### Problem to solve
Transcribe the records below exactly.

### Supplied material

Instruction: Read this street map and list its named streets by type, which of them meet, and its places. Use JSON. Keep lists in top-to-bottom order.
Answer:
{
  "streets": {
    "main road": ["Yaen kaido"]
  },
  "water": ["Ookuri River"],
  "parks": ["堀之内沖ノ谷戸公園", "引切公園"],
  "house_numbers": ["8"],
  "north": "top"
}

### Answer to this problem
Instruction: Read this street map and list its named streets by type, which of them meet, and its places. Use JSON. Keep lists in top-to-bottom order.
Answer:
{
  "streets": {
    "main road": ["Yaen kaido"]
  },
  "water": ["Ookuri River"],
  "parks": ["堀之内沖ノ谷戸公園", "引切公園"],
  "house_numbers": ["8"],
  "north": "top"
}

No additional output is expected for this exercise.